Location: Dale Bumpers Small Farms Research CenterTitle: Tree-based techniques to predict soil units
|PINHEIRO, HELENA - Universidade Federal Do Rio De Janeiro|
|DOS ANJOS, LUCIA - Universidade Federal Do Rio De Janeiro|
|JUNIOR, WALDIR - Embrapa|
|CHAGAS, CESAR - Embrapa|
Submitted to: Soil Research
Publication Type: Peer Reviewed Journal
Publication Acceptance Date: 4/24/2017
Publication Date: 6/1/2017
Citation: Pinheiro, H.S., Owens, P.R., Dos Anjos, L.H., Junior, W.D., Chagas, C.D. 2017. Tree-based techniques to predict soil units. Soil Research. 55:788-798. https://doi.org/10.1071/SR16060.
Interpretive Summary: Many of the regions of the world lack soil maps and information to manage soil resourcces. This research focused on a method to create soil untis based on a mathamatecal approach using terrain as a way to predict soils. This method was found to be a useful tool to predict soil units which function in a similar manner. Future applications of this tool will allow land managers to make better decsions about land-use for long-term sustainability.
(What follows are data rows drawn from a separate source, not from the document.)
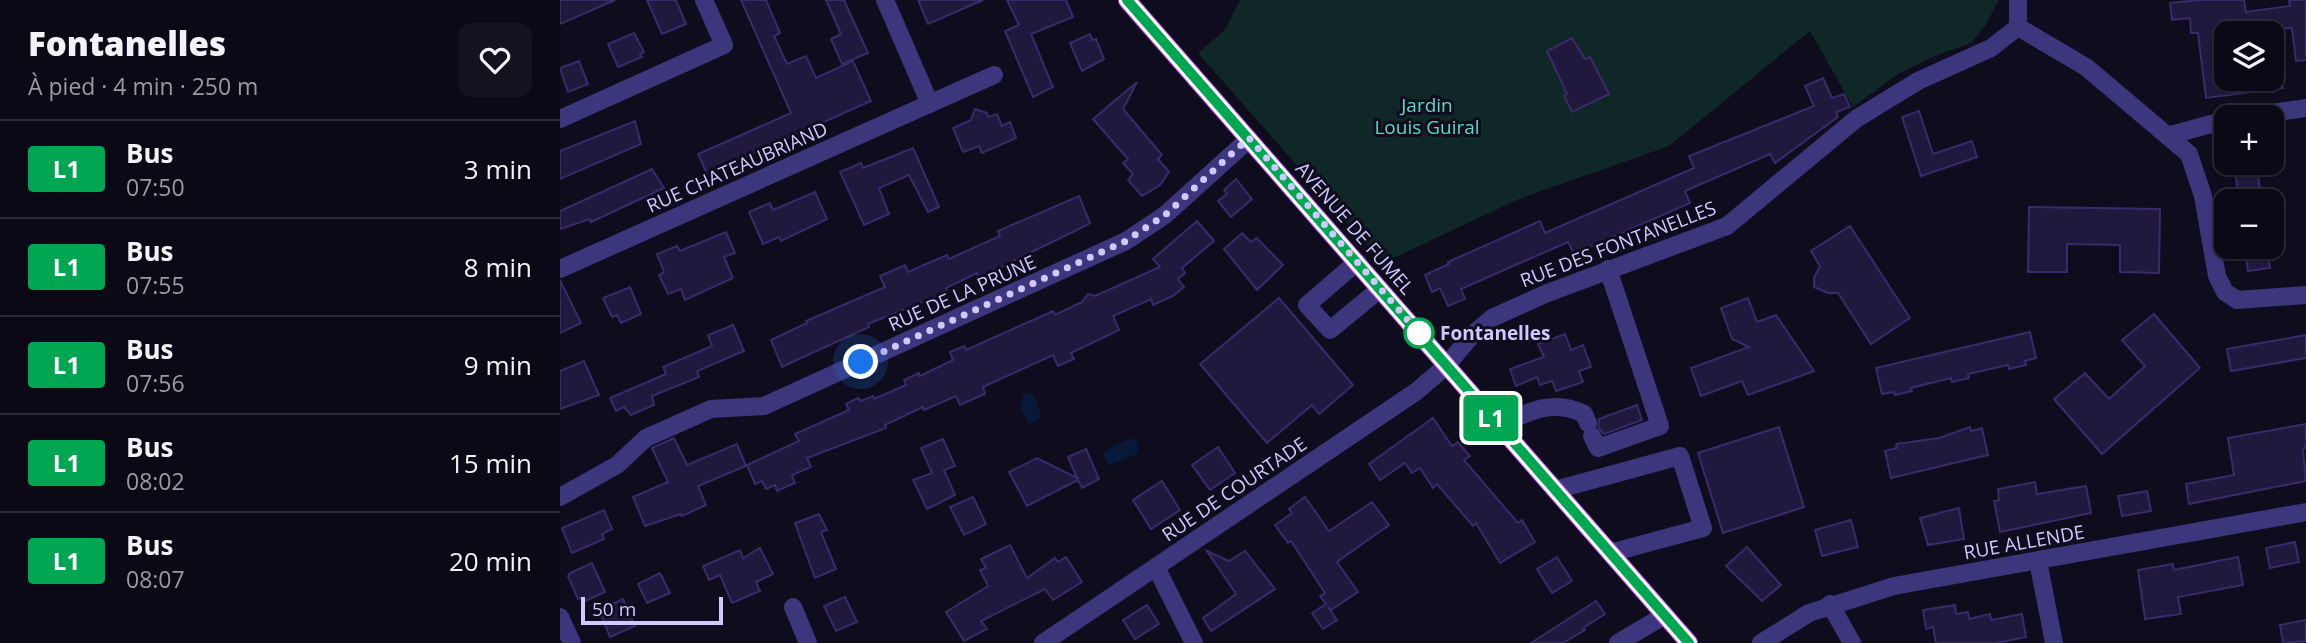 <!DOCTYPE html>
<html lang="fr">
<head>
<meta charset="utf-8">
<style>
  :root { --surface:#0b0916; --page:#14121f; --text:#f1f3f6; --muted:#9a9aa1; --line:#2b2a35 }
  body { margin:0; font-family:"Open Sans",sans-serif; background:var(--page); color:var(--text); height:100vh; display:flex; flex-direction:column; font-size:26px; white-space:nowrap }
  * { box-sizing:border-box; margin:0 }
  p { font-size:23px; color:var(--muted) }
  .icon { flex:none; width:38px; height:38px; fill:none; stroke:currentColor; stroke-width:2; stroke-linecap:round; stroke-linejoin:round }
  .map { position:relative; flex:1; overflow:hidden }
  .sheet { display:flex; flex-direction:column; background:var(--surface); width:560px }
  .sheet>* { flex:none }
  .badge { padding:0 14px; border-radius:5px; font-size:24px; line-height:46px }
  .fabs { position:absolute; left:1654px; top:21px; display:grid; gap:14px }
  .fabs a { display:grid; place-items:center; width:70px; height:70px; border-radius:14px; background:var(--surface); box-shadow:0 2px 5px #0004,0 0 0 2px var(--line); font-size:35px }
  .scale { position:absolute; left:21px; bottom:18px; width:142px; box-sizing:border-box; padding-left:7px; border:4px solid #d1c8ff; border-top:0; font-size:19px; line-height:24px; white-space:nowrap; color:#d1c8ff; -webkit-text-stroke:5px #0f0c1d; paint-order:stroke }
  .you { position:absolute; width:35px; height:35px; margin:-18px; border:5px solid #fff; border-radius:50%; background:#1a73e8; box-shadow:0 0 0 10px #1a73e833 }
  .map>.badge { position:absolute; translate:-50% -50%; box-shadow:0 0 0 4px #fff }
  .round { display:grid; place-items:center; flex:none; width:74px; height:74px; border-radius:14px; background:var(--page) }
  .head { display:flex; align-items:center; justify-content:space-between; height:119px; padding:0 28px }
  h1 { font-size:33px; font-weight:800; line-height:52px }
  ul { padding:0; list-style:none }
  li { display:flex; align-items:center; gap:21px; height:98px; padding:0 28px; border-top:2px solid var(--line) }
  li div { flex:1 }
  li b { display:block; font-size:26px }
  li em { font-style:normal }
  li .badge { min-width:77px; font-weight:700; text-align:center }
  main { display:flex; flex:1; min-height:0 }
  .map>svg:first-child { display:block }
</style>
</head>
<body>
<main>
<section class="sheet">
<div class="head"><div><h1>Fontanelles</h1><p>À pied · 4 min · 250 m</p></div><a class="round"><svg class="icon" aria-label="heart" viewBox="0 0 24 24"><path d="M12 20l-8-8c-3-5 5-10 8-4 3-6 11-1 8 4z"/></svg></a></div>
<ul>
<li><span class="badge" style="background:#00a651;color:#fff">L1</span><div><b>Bus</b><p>07:50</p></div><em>3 min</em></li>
<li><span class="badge" style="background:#00a651;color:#fff">L1</span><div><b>Bus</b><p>07:55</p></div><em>8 min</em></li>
<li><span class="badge" style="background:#00a651;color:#fff">L1</span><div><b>Bus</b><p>07:56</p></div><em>9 min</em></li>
<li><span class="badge" style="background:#00a651;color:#fff">L1</span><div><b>Bus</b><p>08:02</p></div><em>15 min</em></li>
<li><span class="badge" style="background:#00a651;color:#fff">L1</span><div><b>Bus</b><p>08:07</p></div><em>20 min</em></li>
</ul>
</section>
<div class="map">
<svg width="1746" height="643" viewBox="0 0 1746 643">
  <rect width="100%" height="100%" fill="#0f0c1d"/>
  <path fill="#0f2727" d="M680,0h759l-14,26 -14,17 -39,14 -34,17 -45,33 -43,-76 -141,115 -150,53 -136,64 -185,-210 27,-23z"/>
  <g fill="#081839">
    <path d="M463,394h10l9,23 -13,7 -9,-16z"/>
    <path d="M571,438l7,5v10l-29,13 -7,-14z"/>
  </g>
  <g fill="#21183e" stroke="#392a6a" stroke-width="2">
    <path d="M0,0h55l-55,24z"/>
    <path d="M87,0h29l10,24 -24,10z"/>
    <path d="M181,0h25l14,33 -6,3 13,28 19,-8 10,22 37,-17 18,40 -164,73 -9,-20 93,-41z"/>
    <path d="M266,0h18l24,53 -26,11 -11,-25 10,-5z"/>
    <path d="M358,0h65l-55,24z"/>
    <path d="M447,0h59l7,17 -42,17 22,53 -20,10 -28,-66 14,-6z"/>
    <path d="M1640,0h44l2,12 44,-6 -1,-6h17v60l-10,1 -4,-33 -66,5v46h56l1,9 -77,10 -8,-65h-7l-1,-15 -18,2 -2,-17z"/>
    <path d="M74,33l10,19 -4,2 2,3 -24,10 -10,-23z"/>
    <path d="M530,34l2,6 4,-1 8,20 -22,12 -12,-28z"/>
    <path d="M1012,38l13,21 5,-2 19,37 -37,18 -8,-16 3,-2 -20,-43z"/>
    <path d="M19,61l9,23 -20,8 -8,-24z"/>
    <path d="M1263,78l9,20 12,-4 6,13 -14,5 2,5 -63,46 -5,-9 -85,37 5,12 -116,51 -6,-12 -107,47 4,10 -17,7 -8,-18 -8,4 -7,-17 24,-11 -1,-2 92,-41 5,12 149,-65 -5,-12 125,-50 -9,-20z"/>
    <path d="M577,82l-14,27 39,46 -4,4 11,13 -9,13 -18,11 -14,-16 5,-6 -10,-11 5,-4 -35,-40z"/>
    <path d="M415,109l12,4 1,4 9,-3 5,12 8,-4 6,16 -34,15 -3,-7 -16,6 -10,-24 18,-8z"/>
    <path d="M1359,111l14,43 39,-13 5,16 -56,19 -19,-59z"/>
    <path d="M75,121l6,23 -81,35v-28z"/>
    <path d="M353,148l26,59 -11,5 -19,-37 -30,13 10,26 -25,11 -24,-53 21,-9 2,5z"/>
    <path d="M1674,163h22l6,38h-23z"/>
    <path d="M92,169l12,19 -73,34 -1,-3 -30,10v-18z"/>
    <path d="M676,179l16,20 -21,18 -13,-16 9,-7 -3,-4z"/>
    <path d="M255,192l12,27 -46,22 -2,-4 -16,7 -14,-32 21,-9 3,7z"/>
    <path d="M519,196l11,27 -9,5 -103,50 -1,-5 -31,15 1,4 -79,32 1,3 -87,40 -11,-27 36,-17 -1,-2 79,-34 -5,-11 25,-11 3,7 39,-17 2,4 51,-23 -2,-5z"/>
    <path d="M1469,207l131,2 -1,64 -39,-1v-27l-53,-1v28h-39z"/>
    <path d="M637,221l17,20 -32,27 3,5 -7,6 6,8 -11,9 -20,9 -2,-6 -38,17 6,14 -48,23 3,6 -16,7 -5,-11 -70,32 2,7 -25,11 -4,-9 -32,14 -1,-3 -38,18 1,3 -79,30 4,9 -19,8 3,8 -18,8 -2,-6 -9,4 -4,-8 -7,3 -8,-19 52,-24 -4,-7 54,-24 -3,-6 12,-6 3,3 12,-5 1,3 32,-14 -2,-5 15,-7 1,3 33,-16 -3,-8 14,-6 2,4 87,-39 2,4 27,-13 6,-8 7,2 65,-29 -7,-8z"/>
    <path d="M1290,226l60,92 -39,26 -33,-51h-10l-14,-6v-9l6,-12 -9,-15z"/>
    <path d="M166,232l9,21 -11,4 9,21 -48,22 -4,-11 -13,5 -9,-19 5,-3 -7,-18 20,-8 3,5z"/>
    <path d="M682,233l9,9 6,-4 26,27 -26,25 -33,-41z"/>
    <path d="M1685,247h22l3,21 -22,3z"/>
    <path d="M0,280l21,43 -21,10z"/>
    <path d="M70,287l11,27 -20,9 -4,-8 -5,2 -9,-19z"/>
    <path d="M719,298l74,87 -34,29 -7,-9 -45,38 -67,-79z"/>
    <path d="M1188,298l9,24 19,-7 38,56 -66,24 -6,-14 -41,15 -10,-28 58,-21 -17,-8 -11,-31z"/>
    <path d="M1594,314l46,54 -98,86 -48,-55 31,-26 24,26 36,-33 -23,-26z"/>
    <path d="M173,325l11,26 -47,20 2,6 -47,19 2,9 -23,10 -7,-8 -8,4 -6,-13 56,-24 -3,-7 49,-21 -4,-11z"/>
    <path d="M1470,332l6,26 -11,3 1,4 -17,4 -1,-4 -40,9 1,4 -17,4 -1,-4 -40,10 1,3 -17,4 -1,-3 -12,2 -6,-26z"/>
    <path d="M1005,334l6,16 12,-5 8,22 -12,4 4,11 -27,9 -4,-10 -12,4 -3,-8 -21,9 -6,-17 34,-12 -6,-13z"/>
    <path d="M1746,335v23l-75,13 -4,-22z"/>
    <path d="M24,361l15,34 -39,14v-38z"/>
    <path d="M1077,405l5,15 -38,14 -6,-7 1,-8z"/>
    <path d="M873,418l19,28 6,-4 12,14 -6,4 54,63 4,-3 13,22 -35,21 -24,-40 -3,3 -36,-42 -4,4 -13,-20 -8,5 -7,-10 -25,17 -11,-16z"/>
    <path d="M1746,424v22l-3,4 3,31 -117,23 -3,-20 48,-9 -6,-37z"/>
    <path d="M1219,427l25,80 -81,26 -25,-80z"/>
    <path d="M1410,427l1,4 11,-3 6,27 -97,23 -6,-27 12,-3 -1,-4 43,-6z"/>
    <path d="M114,438l13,27 50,-21 9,22 -48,20 8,19 -24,11 -1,-2 -36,12 -12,-29 35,-15 -16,-34z"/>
    <path d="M383,439l12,27 -11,4 11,25 -28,14 -14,-29 19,-7 -11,-25z"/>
    <path d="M658,447l17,26 -25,17 -18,-25z"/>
    <path d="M526,449l13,30 -17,9 -4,-8 -51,26 -18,-34 28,-14 40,20 -9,-21z"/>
    <path d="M602,481l18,29 -29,19 -18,-29z"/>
    <path d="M1475,482l2,12 49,-8 5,27 -91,19 -6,-31 5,-1 -1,-11z"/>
    <path d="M1587,491l4,20 -29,5 -4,-20z"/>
    <path d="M413,497l13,27 -22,11 -14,-28z"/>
    <path d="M745,497l24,34 43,-29 17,23 -52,37 21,30 -27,18 -3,-3 9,13 -14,9 -11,-16 14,-9 -6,-8 5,-3 -34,-52 -3,2 -13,-18 17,-12 -3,-4z"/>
    <path d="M1399,508l5,31 -36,6 -8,-27z"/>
    <path d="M44,510l8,19 -10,5 2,5 -32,14 -10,-25z"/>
    <path d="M259,514l8,16 -6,2 15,37 -21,9 -20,-55z"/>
    <path d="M1291,520l7,27 -36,9 -7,-26z"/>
    <path d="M1735,542l4,20 -29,6 -4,-20z"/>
    <path d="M450,545l17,33 28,-20 3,4 8,-5 16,25 -29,18 -8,-11 -64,32 6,8 -23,12 -18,-29 42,-26 -8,-16 6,-2 -5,-9z"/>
    <path d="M1187,547l34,38 -19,16 -36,-35z"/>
    <path d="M200,548l13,26 -17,8 4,9 -28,12 -12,-28 -11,5 -6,-14 37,-16 3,8z"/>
    <path d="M647,551l22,10 16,-10 30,38 -64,42 -8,-13 33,-24z"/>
    <path d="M997,557l15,24 -20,12 -15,-24z"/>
    <path d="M1678,557l5,28 -65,12 3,17 -36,5 -7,-49 35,-6 1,6z"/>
    <path d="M32,563l13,29 -22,10 -2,-4 -3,1 -10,-23 2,-3z"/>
    <path d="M100,573l10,20 -23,10 -9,-19z"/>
    <path d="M285,597l12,25 -21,9 -12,-25z"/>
    <path d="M63,599l12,27 -25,11 -11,-27z"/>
    <path d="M1036,601l9,13 -22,14 2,2 -22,13h-32z"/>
    <path d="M587,605l12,19 -24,15 -12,-19z"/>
    <path d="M1395,605l1,9 12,-2 1,7 21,-5 1,6 31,-6 4,23 -30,6h-60l-3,-16 -7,2 -3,-19z"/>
    <path d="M1746,620v21l-23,2 -3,-18z"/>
  </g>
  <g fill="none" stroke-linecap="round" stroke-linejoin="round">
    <g stroke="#3c367d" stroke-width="18">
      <path d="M325,0l45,104"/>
      <path d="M1458,0v27"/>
      <path d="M1686,117l60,-9"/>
      <path d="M0,119l164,-74 -20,-45"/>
      <path d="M1607,136l59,-16"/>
      <path d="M797,262l-50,43 23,25 50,-41"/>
      <path d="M0,269l434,-194"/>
      <path d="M938,426c29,-14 56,-28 86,-12l4,9"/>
      <path d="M1032,436l6,12 62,-22 -52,-157"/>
      <path d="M995,490l125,-34 23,72 -93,25"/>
      <path d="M0,497l57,-32 29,-27 65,-29 53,-3 362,-165 39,-26 84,-76"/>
      <path d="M1478,561l16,82"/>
      <path d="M596,567l38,76"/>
      <path d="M1270,604l22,39"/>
      <path d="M233,607l15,36"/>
      <path d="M0,617l12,26"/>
      <path d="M483,643l374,-252 29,-25 26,-31 20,-17 53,-24 182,-68 129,-107 62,-38 73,-33 27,-21 68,40 103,87 14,42 14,80 8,16 12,8 69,-5"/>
      <path d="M1058,643l47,-28"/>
      <path d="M1201,643l48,-30 85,-27 412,-74"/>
    </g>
    <path stroke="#c54fff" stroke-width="18" d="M567,0l562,643"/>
  </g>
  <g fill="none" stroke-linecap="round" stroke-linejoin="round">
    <g stroke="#fff" stroke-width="16">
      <path id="line" d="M567,0l562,643"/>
    </g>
    <use href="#line" stroke="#00a651" stroke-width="10"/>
    <path stroke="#d1c8ff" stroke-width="7" stroke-dasharray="0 12.6" d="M301,362l265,-121 39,-26 84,-77 170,195"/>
  </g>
  <circle fill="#fff" stroke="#00a651" stroke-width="3.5" cx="859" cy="333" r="14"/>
  <g text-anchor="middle" stroke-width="6" stroke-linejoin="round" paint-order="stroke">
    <g font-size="19" fill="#55dec2" stroke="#0f0c1d">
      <text x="867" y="112">Jardin<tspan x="867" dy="22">Louis Guiral</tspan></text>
    </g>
    <g font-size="19" fill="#d1c8ff" stroke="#0f0c1d">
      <text transform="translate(177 167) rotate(-24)" y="7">RUE CHATEAUBRIAND</text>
      <text transform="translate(795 228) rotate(49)" y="7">AVENUE DE FUMEL</text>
      <text transform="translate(1058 244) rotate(-21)" y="7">RUE DES FONTANELLES</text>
      <text transform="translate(402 293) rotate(-24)" y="7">RUE DE LA PRUNE</text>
      <text transform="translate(674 489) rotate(-34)" y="7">RUE DE COURTADE</text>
      <text transform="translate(1464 542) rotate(-10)" y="7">RUE ALLENDE</text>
    </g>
    <g font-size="19" font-weight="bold" fill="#d1c8ff" stroke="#0f0c1d" text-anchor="start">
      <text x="880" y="340">Fontanelles</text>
    </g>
  </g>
</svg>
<div class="fabs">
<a><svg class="icon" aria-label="layers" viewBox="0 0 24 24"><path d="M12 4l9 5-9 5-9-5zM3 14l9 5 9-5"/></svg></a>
<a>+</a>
<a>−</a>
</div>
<div class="scale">50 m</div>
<div class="you" style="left:301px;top:362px"></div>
<b class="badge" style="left:931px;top:418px;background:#00a651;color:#fff">L1</b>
</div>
</main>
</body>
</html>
Technical Abstract: Quantitative soil-landscape models offer a method for conducting soil surveys that employs statistical tools to predict natural patterns in the occurrence of particular map units across a landscape. The goal of this work was to predict soil units in a watershed with wide variation in landscape conditions. The approach relied on a modeling of soil forming factors in order to understand the variability of the landscape components in the region. Models were generated for landscape attributes related to pedogenesis, specifically Elevation, Slope, Curvature, Compound Topographic Index, Euclidean Distance from Stream Networks, Landforms Map, Clay Minerals Index, Iron Oxide Index, and Normalized Difference Vegetation Index, along with an existing Geology Map. The soil classification was adapted from the World Reference Base System for Soil Resources; and the predominant soil taxonomic orders observed were Ferrasols, Acrisols, Gleysols, Cambisols, Fluvisols, and Regosols. The algorithms used to predict the soil units were based on Decision Tree (DT) and Random Forest (RF) methods. The criteria applied to evaluate the models’ performance were statistical indices, coherence between predicted units and the legacy map; and accuracy checks based on control samples. The best performing model was found to be the RF algorithm, with resulting statistical indices considered excellent (Overall= 0.966, Kappa = 0.962). The accuracy of the map as determined by control points was 67.89%, with a Kappa value of 61.39%.